> EXERCISE DETAILS:
What is needed is a word-for-word copy of the records below.

......

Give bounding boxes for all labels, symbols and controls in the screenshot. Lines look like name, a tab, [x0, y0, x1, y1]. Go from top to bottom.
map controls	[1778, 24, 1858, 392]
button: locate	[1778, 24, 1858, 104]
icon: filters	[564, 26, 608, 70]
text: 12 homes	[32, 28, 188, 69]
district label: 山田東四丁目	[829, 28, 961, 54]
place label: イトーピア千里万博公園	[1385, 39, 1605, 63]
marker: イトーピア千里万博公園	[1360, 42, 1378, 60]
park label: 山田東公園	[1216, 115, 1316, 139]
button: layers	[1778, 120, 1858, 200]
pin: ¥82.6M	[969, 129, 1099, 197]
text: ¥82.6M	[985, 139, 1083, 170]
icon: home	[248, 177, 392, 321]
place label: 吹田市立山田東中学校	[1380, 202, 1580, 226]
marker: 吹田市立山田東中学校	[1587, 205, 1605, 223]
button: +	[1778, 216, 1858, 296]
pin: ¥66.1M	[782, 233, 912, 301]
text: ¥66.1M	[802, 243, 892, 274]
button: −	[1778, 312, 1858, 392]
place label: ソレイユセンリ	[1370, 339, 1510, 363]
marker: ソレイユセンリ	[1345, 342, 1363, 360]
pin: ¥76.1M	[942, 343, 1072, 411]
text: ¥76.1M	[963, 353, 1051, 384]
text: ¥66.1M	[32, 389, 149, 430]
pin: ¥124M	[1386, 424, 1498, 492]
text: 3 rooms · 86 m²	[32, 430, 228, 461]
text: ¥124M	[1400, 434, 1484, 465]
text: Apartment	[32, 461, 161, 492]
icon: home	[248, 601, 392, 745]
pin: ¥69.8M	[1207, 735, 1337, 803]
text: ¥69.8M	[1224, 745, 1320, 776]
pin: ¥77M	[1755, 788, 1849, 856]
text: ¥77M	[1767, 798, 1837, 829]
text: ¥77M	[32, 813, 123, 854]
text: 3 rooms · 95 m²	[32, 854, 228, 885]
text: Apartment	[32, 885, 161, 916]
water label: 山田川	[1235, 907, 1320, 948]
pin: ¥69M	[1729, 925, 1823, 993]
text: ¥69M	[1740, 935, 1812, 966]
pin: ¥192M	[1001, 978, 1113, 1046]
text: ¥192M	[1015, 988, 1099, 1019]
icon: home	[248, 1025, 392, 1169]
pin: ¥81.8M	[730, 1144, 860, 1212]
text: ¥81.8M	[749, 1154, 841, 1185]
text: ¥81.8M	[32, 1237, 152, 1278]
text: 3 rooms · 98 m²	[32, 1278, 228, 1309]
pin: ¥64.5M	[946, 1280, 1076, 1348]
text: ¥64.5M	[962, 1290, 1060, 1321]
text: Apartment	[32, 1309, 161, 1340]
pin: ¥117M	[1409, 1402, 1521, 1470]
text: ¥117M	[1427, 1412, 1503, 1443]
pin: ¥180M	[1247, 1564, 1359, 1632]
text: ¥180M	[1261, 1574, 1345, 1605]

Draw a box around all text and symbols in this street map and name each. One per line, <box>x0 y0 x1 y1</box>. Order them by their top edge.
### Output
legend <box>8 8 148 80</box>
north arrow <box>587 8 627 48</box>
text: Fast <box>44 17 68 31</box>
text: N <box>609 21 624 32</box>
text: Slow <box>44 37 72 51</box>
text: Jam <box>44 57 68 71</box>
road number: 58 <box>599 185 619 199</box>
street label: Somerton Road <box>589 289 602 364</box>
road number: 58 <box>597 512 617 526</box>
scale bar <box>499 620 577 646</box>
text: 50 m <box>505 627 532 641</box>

......

> SOLUTION TO THIS EXERCISE:
Give bounding boxes for all labels, symbols and controls in the screenshot. Lines look like name, a tab, [x0, y0, x1, y1]. Go from top to bottom.
map controls	[1778, 24, 1858, 392]
button: locate	[1778, 24, 1858, 104]
icon: filters	[564, 26, 608, 70]
text: 12 homes	[32, 28, 188, 69]
district label: 山田東四丁目	[829, 28, 961, 54]
place label: イトーピア千里万博公園	[1385, 39, 1605, 63]
marker: イトーピア千里万博公園	[1360, 42, 1378, 60]
park label: 山田東公園	[1216, 115, 1316, 139]
button: layers	[1778, 120, 1858, 200]
pin: ¥82.6M	[969, 129, 1099, 197]
text: ¥82.6M	[985, 139, 1083, 170]
icon: home	[248, 177, 392, 321]
place label: 吹田市立山田東中学校	[1380, 202, 1580, 226]
marker: 吹田市立山田東中学校	[1587, 205, 1605, 223]
button: +	[1778, 216, 1858, 296]
pin: ¥66.1M	[782, 233, 912, 301]
text: ¥66.1M	[802, 243, 892, 274]
button: −	[1778, 312, 1858, 392]
place label: ソレイユセンリ	[1370, 339, 1510, 363]
marker: ソレイユセンリ	[1345, 342, 1363, 360]
pin: ¥76.1M	[942, 343, 1072, 411]
text: ¥76.1M	[963, 353, 1051, 384]
text: ¥66.1M	[32, 389, 149, 430]
pin: ¥124M	[1386, 424, 1498, 492]
text: 3 rooms · 86 m²	[32, 430, 228, 461]
text: ¥124M	[1400, 434, 1484, 465]
text: Apartment	[32, 461, 161, 492]
icon: home	[248, 601, 392, 745]
pin: ¥69.8M	[1207, 735, 1337, 803]
text: ¥69.8M	[1224, 745, 1320, 776]
pin: ¥77M	[1755, 788, 1849, 856]
text: ¥77M	[1767, 798, 1837, 829]
text: ¥77M	[32, 813, 123, 854]
text: 3 rooms · 95 m²	[32, 854, 228, 885]
text: Apartment	[32, 885, 161, 916]
water label: 山田川	[1235, 907, 1320, 948]
pin: ¥69M	[1729, 925, 1823, 993]
text: ¥69M	[1740, 935, 1812, 966]
pin: ¥192M	[1001, 978, 1113, 1046]
text: ¥192M	[1015, 988, 1099, 1019]
icon: home	[248, 1025, 392, 1169]
pin: ¥81.8M	[730, 1144, 860, 1212]
text: ¥81.8M	[749, 1154, 841, 1185]
text: ¥81.8M	[32, 1237, 152, 1278]
text: 3 rooms · 98 m²	[32, 1278, 228, 1309]
pin: ¥64.5M	[946, 1280, 1076, 1348]
text: ¥64.5M	[962, 1290, 1060, 1321]
text: Apartment	[32, 1309, 161, 1340]
pin: ¥117M	[1409, 1402, 1521, 1470]
text: ¥117M	[1427, 1412, 1503, 1443]
pin: ¥180M	[1247, 1564, 1359, 1632]
text: ¥180M	[1261, 1574, 1345, 1605]

Draw a box around all text and symbols in this street map and name each. One per line, <box>x0 y0 x1 y1</box>. Order them by their top edge.
### Output
legend <box>8 8 148 80</box>
north arrow <box>587 8 627 48</box>
text: Fast <box>44 17 68 31</box>
text: N <box>609 21 624 32</box>
text: Slow <box>44 37 72 51</box>
text: Jam <box>44 57 68 71</box>
road number: 58 <box>599 185 619 199</box>
street label: Somerton Road <box>589 289 602 364</box>
road number: 58 <box>597 512 617 526</box>
scale bar <box>499 620 577 646</box>
text: 50 m <box>505 627 532 641</box>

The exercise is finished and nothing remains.